A Stanford anthropologist calls the ban a "sideshow" and points out that the country is a "superpower" of cigarette production.

There are approximately 300 million smokers in China, roughly the population of the United States. Smoking also kills about a million Chinese each year. Now Beijing is considering a ban on smoking in public places and tobacco advertising. 

On the face of it, the ban is an effort by the government to control healthcare costs. But Stanford University anthropologist Matthew Kohrman, who has written extensively about smoking in China, sees the ban as a distraction from a bigger issue.

“It’s a sideshow,” Kohrman says.

This ban would target consumers, like advocacy efforts by other governments and the World Health Organization do.

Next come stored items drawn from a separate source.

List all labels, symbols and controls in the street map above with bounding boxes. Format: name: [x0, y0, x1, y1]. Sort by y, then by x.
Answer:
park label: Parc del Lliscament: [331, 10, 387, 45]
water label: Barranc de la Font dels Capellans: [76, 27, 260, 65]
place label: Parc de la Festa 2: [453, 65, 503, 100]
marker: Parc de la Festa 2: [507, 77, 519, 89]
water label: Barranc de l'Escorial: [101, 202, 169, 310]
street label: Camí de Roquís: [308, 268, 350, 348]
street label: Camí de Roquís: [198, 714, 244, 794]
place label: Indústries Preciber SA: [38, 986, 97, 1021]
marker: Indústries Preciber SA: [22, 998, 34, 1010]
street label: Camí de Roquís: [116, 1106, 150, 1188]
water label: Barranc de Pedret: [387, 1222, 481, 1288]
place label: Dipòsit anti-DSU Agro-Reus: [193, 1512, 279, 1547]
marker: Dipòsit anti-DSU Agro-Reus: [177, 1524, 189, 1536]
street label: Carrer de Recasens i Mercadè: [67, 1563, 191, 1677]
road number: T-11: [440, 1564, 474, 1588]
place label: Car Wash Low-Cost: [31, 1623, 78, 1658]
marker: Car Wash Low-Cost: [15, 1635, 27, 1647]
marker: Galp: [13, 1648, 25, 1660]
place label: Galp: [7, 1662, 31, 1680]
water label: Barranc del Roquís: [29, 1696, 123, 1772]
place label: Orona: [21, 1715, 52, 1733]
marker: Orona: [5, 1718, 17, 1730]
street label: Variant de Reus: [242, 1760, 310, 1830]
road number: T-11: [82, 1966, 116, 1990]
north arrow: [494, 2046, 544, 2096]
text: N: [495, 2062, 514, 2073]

Kohrman is more concerned about the supply and production of tobacco. 

“Most people would think that cigarette production has gone down worldwide over the last two or three decades. In fact, cigarette production has tripled since the 1960s,” he says. “China has become the world’s cigarette superpower.” 

The places a Westerner might be surprised to find smoking today? Taxis, schools and even hospitals. Even so, consumer habits are changing. Public buses and high-end department stores are smoke-free. Airplanes, too, for the most part. 

“For years now I’ve been flying on Chinese airlines,” Kohrman says. “Shortly after the flight takes off, I’ve almost on every flight smelled cigarette smoke. I always figured someone in the back has a fierce nicotine habit.”

Turns out, the passengers obeyed the signs and flight attendants’ instructions. The smoke was coming from the cockpit.